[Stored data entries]
########

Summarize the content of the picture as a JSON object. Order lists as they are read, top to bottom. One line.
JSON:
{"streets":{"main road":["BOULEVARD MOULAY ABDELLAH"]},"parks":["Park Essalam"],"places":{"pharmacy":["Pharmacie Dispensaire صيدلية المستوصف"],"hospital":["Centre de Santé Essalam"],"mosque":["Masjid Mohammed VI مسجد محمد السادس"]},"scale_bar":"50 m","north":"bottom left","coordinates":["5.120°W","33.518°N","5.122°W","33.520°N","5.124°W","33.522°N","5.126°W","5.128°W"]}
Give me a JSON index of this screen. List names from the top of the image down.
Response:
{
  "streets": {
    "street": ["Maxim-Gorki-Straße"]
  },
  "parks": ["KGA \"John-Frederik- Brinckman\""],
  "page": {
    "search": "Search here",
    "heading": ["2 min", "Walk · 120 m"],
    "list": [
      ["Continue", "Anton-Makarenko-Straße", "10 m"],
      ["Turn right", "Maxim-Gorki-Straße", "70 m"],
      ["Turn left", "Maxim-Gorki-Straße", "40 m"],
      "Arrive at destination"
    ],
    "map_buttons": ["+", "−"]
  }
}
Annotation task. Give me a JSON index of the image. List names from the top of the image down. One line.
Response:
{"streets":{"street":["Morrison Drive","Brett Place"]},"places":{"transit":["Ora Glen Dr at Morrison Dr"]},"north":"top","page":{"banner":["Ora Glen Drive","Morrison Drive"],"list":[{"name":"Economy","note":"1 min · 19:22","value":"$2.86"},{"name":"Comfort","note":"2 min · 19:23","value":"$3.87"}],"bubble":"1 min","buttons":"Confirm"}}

########

| Your goal |
The reply should restate the records above in full, character for character.

| Solution to the problem |
Summarize the content of the picture as a JSON object. Order lists as they are read, top to bottom. One line.
JSON:
{"streets":{"main road":["BOULEVARD MOULAY ABDELLAH"]},"parks":["Park Essalam"],"places":{"pharmacy":["Pharmacie Dispensaire صيدلية المستوصف"],"hospital":["Centre de Santé Essalam"],"mosque":["Masjid Mohammed VI مسجد محمد السادس"]},"scale_bar":"50 m","north":"bottom left","coordinates":["5.120°W","33.518°N","5.122°W","33.520°N","5.124°W","33.522°N","5.126°W","5.128°W"]}
Give me a JSON index of this screen. List names from the top of the image down.
Response:
{
  "streets": {
    "street": ["Maxim-Gorki-Straße"]
  },
  "parks": ["KGA \"John-Frederik- Brinckman\""],
  "page": {
    "search": "Search here",
    "heading": ["2 min", "Walk · 120 m"],
    "list": [
      ["Continue", "Anton-Makarenko-Straße", "10 m"],
      ["Turn right", "Maxim-Gorki-Straße", "70 m"],
      ["Turn left", "Maxim-Gorki-Straße", "40 m"],
      "Arrive at destination"
    ],
    "map_buttons": ["+", "−"]
  }
}
Annotation task. Give me a JSON index of the image. List names from the top of the image down. One line.
Response:
{"streets":{"street":["Morrison Drive","Brett Place"]},"places":{"transit":["Ora Glen Dr at Morrison Dr"]},"north":"top","page":{"banner":["Ora Glen Drive","Morrison Drive"],"list":[{"name":"Economy","note":"1 min · 19:22","value":"$2.86"},{"name":"Comfort","note":"2 min · 19:23","value":"$3.87"}],"bubble":"1 min","buttons":"Confirm"}}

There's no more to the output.